### EXERCISE DETAILS
Looking at the material below, work out how many of its lines hold the string "down". Give that figure alone.

━━ MATERIAL SHOWN

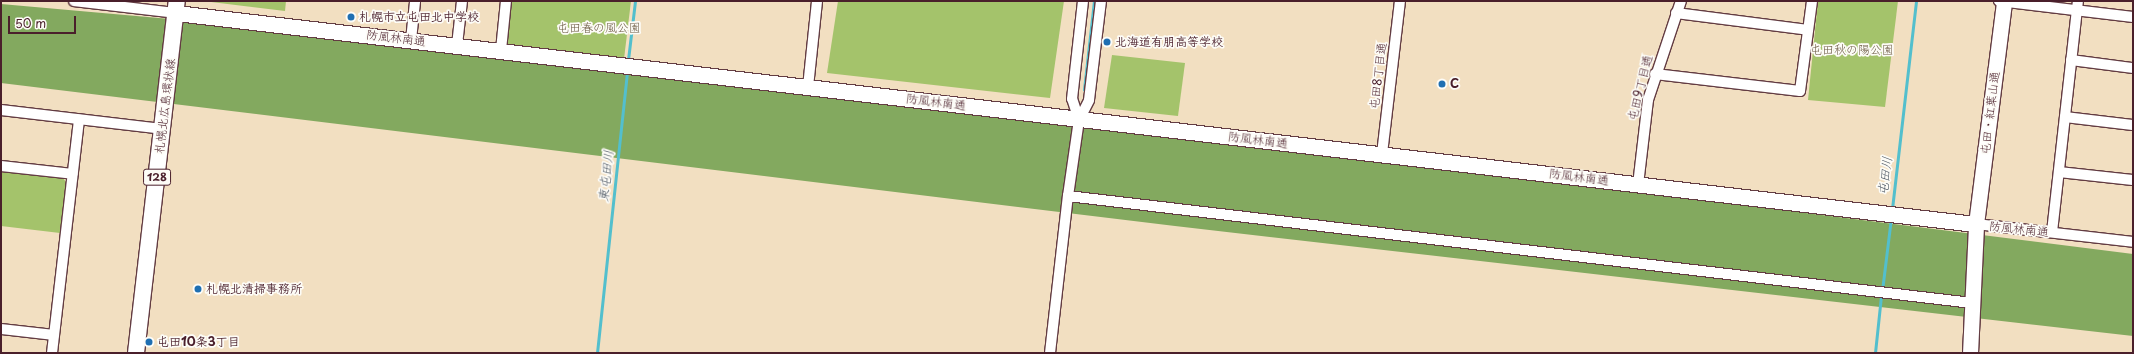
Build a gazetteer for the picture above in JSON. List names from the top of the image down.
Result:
{
  "streets": {
    "main road": ["札幌北広島環状線", "128"],
    "street": [
      "防風林南通",
      "屯田8丁目通",
      "屯田9丁目通",
      "屯田・紅葉山通"
    ]
  },
  "crossings": [
    ["防風林南通", "屯田8丁目通"],
    ["防風林南通", "屯田9丁目通"],
    ["防風林南通", "札幌北広島環状線"],
    ["防風林南通", "屯田・紅葉山通"]
  ],
  "water": ["東屯田川", "屯田川"],
  "parks": ["屯田春の風公園", "屯田秋の陽公園"],
  "places": [
    "札幌市立屯田北中学校",
    "北海道有朋高等学校",
    "C",
    "札幌北清掃事務所",
    "屯田10条3丁目"
  ],
  "scale_bar": "50 m"
}
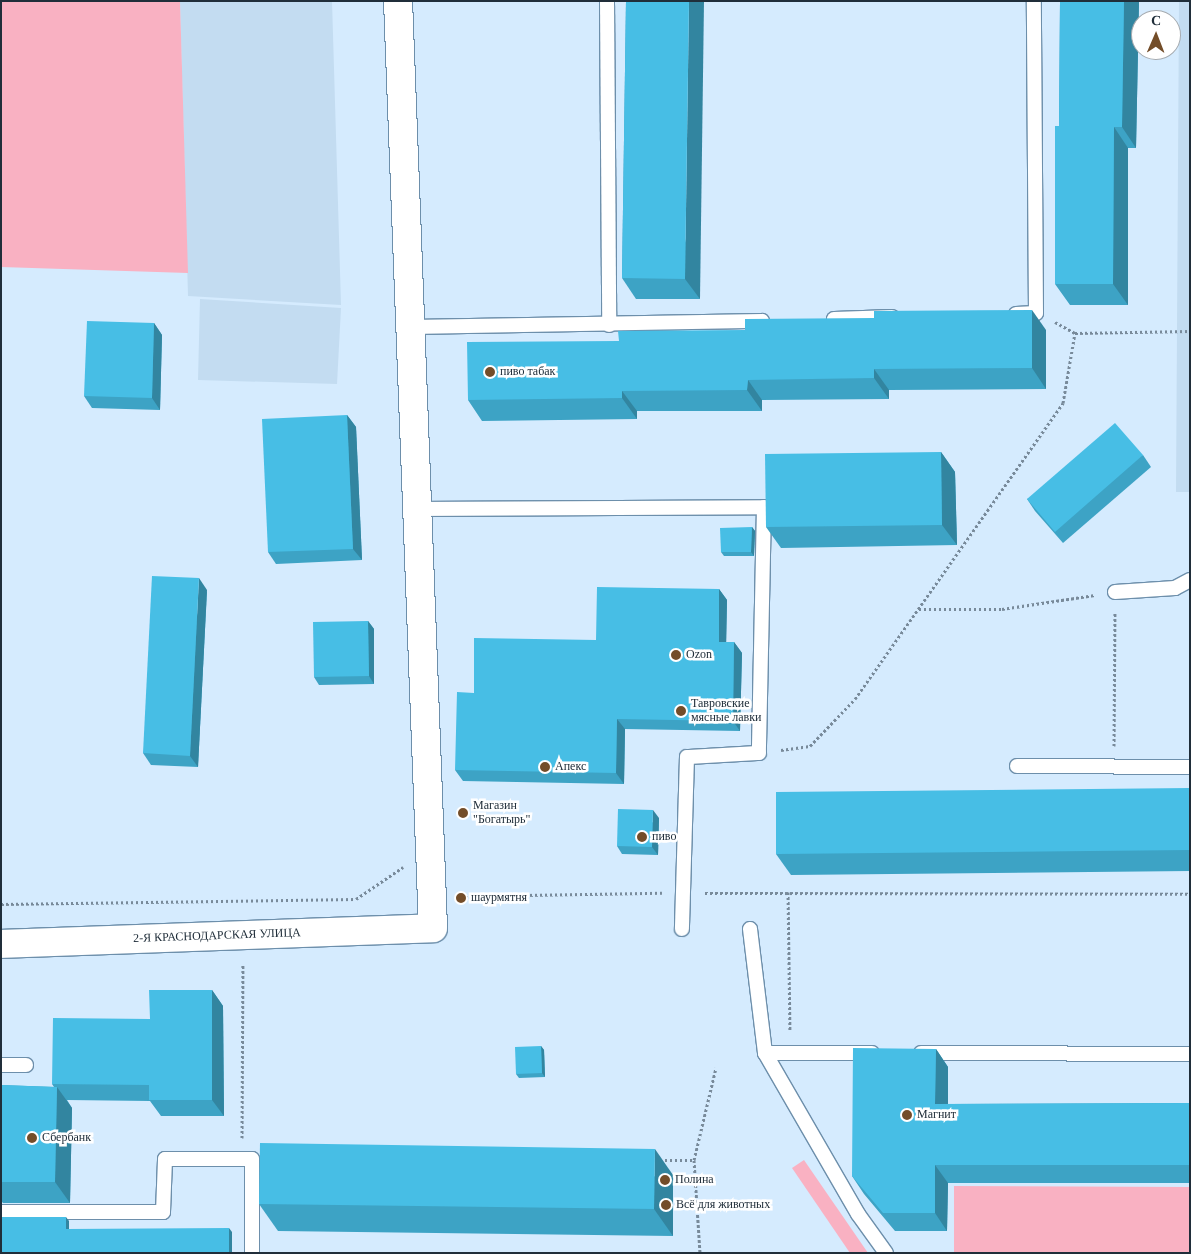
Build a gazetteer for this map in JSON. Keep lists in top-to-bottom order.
{
  "streets": {
    "street": ["2-Я КРАСНОДАРСКАЯ УЛИЦА"]
  },
  "places": [
    "пиво табак",
    "Ozon",
    "Тавровские мясные лавки",
    "Апекс",
    "Магазин \"Богатырь\"",
    "пиво",
    "шаурмятня",
    "Магнит",
    "Сбербанк",
    "Полина",
    "Всё для животных"
  ],
  "north": "top"
}
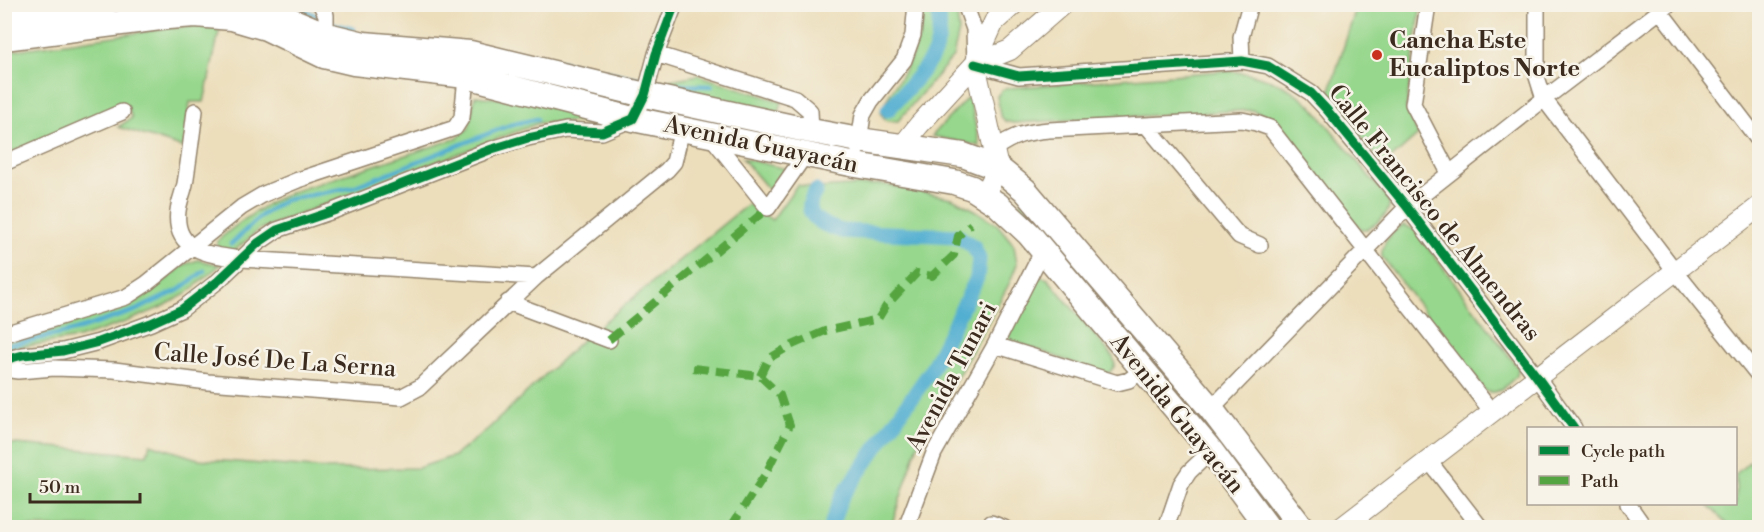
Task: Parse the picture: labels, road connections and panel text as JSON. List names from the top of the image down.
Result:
{
  "streets": {
    "main road": ["Avenida Guayacán"],
    "street": ["Calle Francisco de Almendras", "Calle José De La Serna", "Avenida Tunari"]
  },
  "crossings": [
    ["Avenida Guayacán", "Calle José De La Serna"],
    ["Avenida Guayacán", "Avenida Tunari"]
  ],
  "places": ["Cancha Este Eucaliptos Norte"],
  "legend": ["Cycle path", "Path"],
  "scale_bar": "50 m"
}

━━━━

### COMPLETED EXERCISE
2